### [What needs to be done]
Give back the whole listing exactly as written, pictures excluded.

### [Dataset entries]
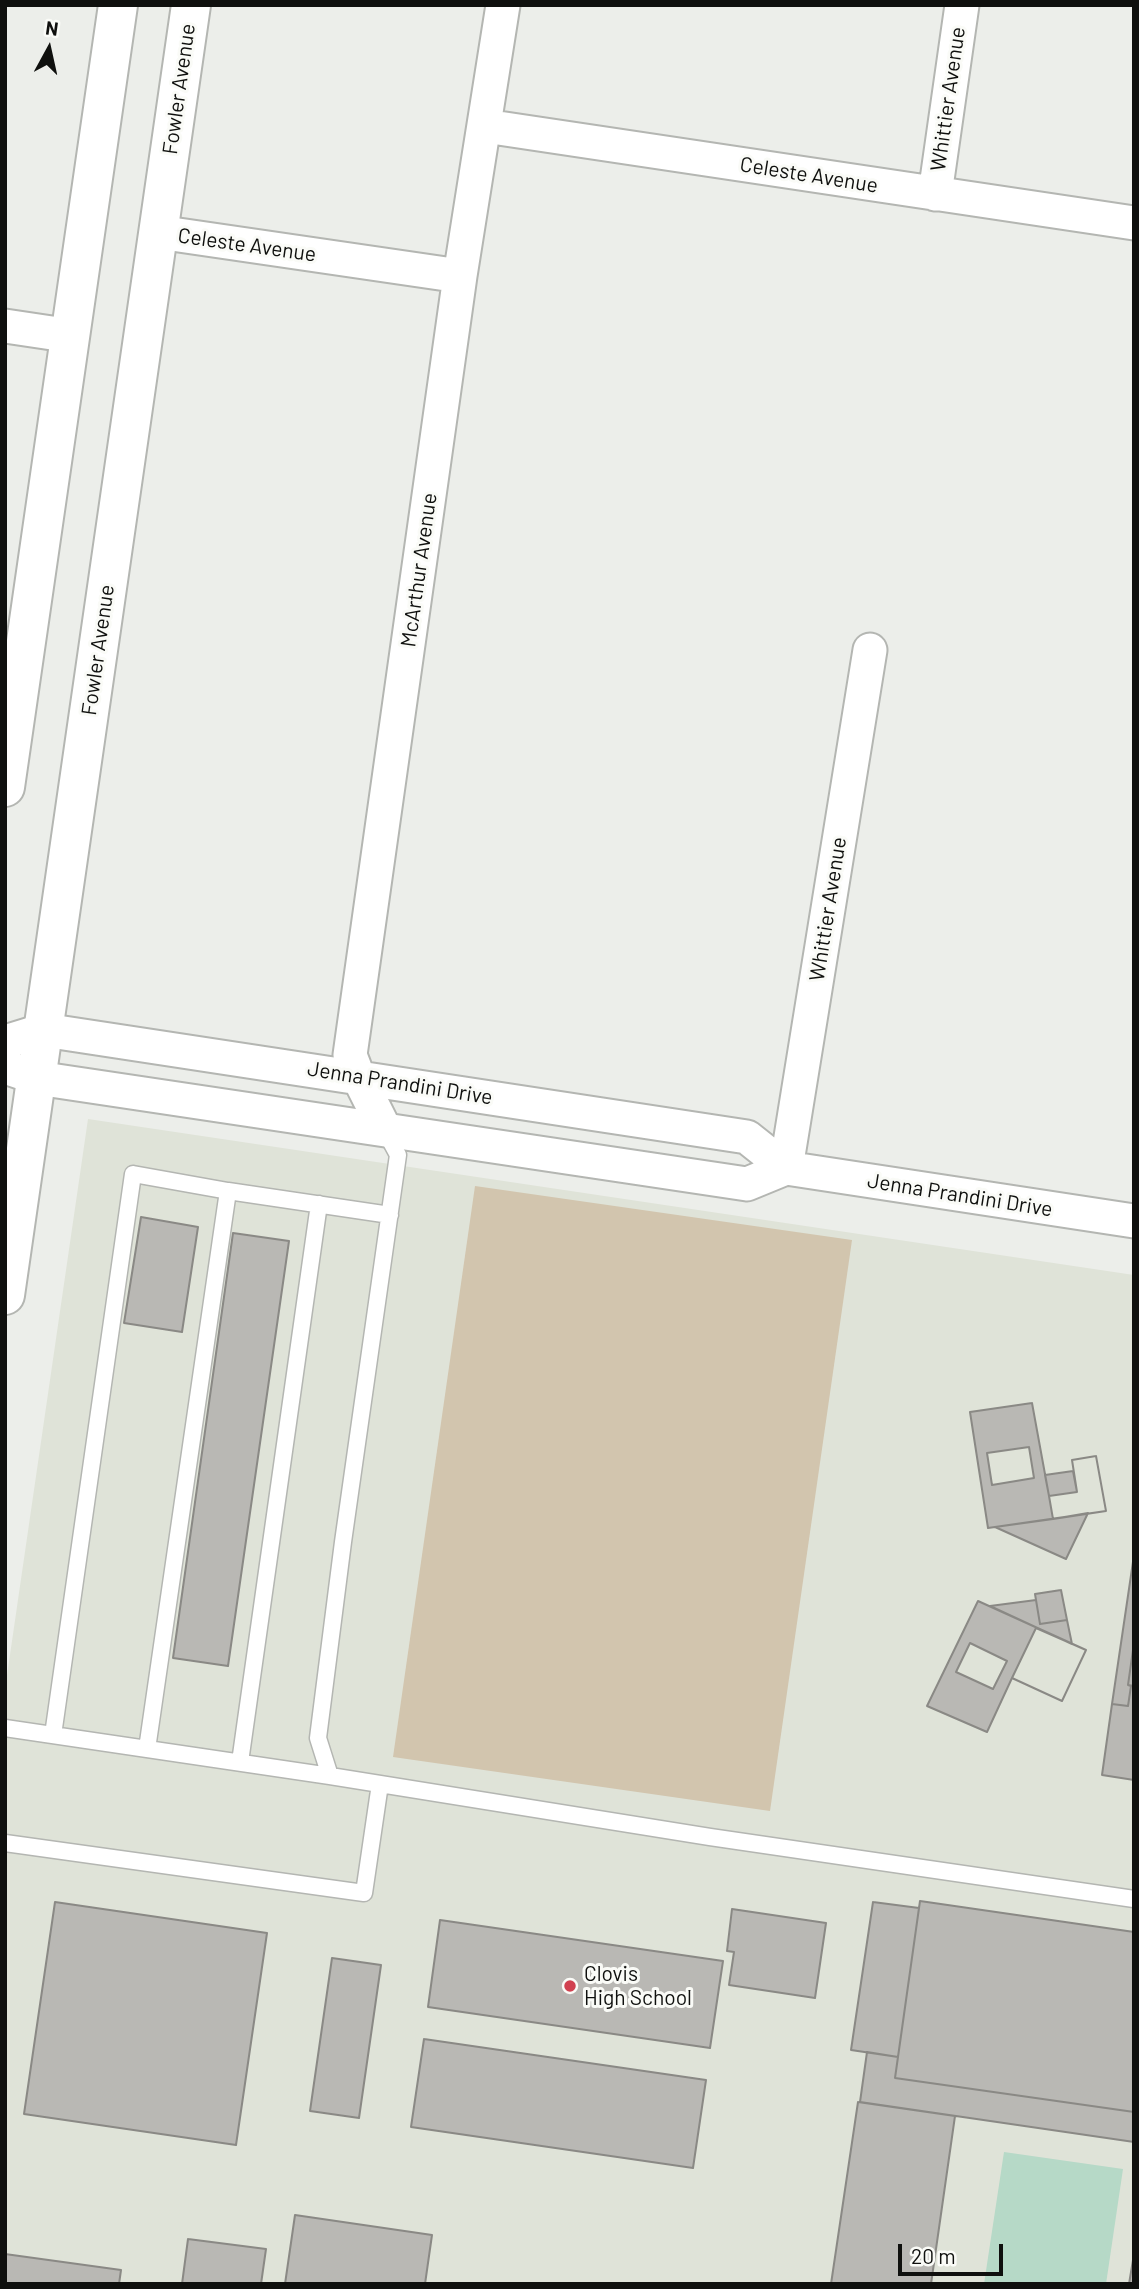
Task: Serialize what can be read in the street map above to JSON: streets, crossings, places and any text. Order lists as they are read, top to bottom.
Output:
{
  "streets": {
    "main road": ["Fowler Avenue"],
    "street": [
      "Whittier Avenue",
      "Celeste Avenue",
      "McArthur Avenue",
      "Jenna Prandini Drive"
    ]
  },
  "crossings": [
    ["Fowler Avenue", "Celeste Avenue"],
    ["Fowler Avenue", "Jenna Prandini Drive"],
    ["Whittier Avenue", "Celeste Avenue"],
    ["Whittier Avenue", "Jenna Prandini Drive"],
    ["Celeste Avenue", "McArthur Avenue"],
    ["McArthur Avenue", "Jenna Prandini Drive"]
  ],
  "places": ["Clovis High School"],
  "scale_bar": "20 m",
  "north": "top"
}
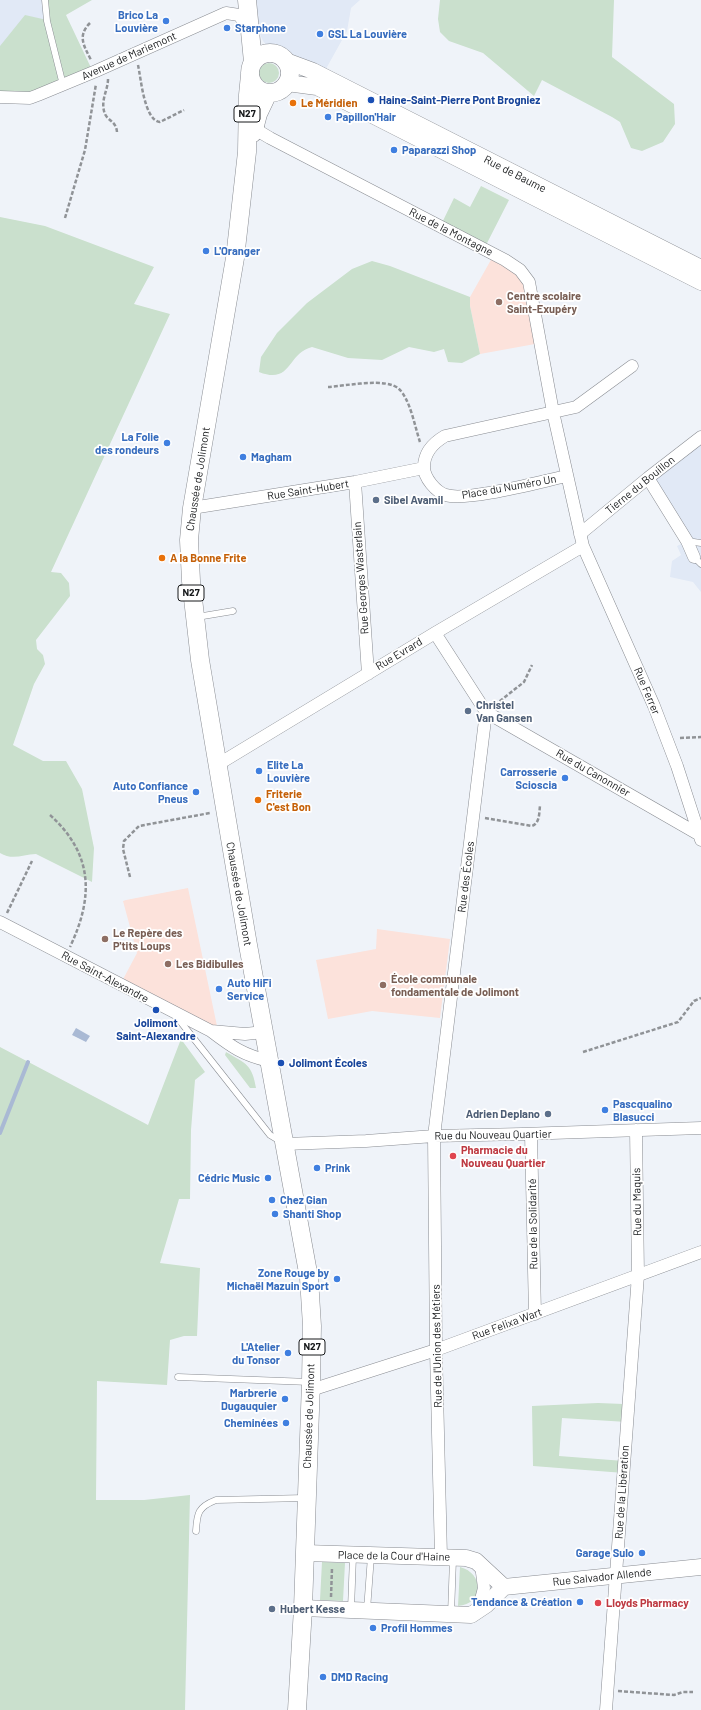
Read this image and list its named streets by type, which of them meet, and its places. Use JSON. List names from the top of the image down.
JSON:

### [Output for this exercise]
Task: Serialize what can be read in the street map above to JSON: streets, crossings, places and any text. Order lists as they are read, top to bottom.
Output:
{
  "streets": {
    "main road": ["Fowler Avenue"],
    "street": [
      "Whittier Avenue",
      "Celeste Avenue",
      "McArthur Avenue",
      "Jenna Prandini Drive"
    ]
  },
  "crossings": [
    ["Fowler Avenue", "Celeste Avenue"],
    ["Fowler Avenue", "Jenna Prandini Drive"],
    ["Whittier Avenue", "Celeste Avenue"],
    ["Whittier Avenue", "Jenna Prandini Drive"],
    ["Celeste Avenue", "McArthur Avenue"],
    ["McArthur Avenue", "Jenna Prandini Drive"]
  ],
  "places": ["Clovis High School"],
  "scale_bar": "20 m",
  "north": "top"
}
Read this image and list its named streets by type, which of them meet, and its places. Use JSON. List names from the top of the image down.
JSON:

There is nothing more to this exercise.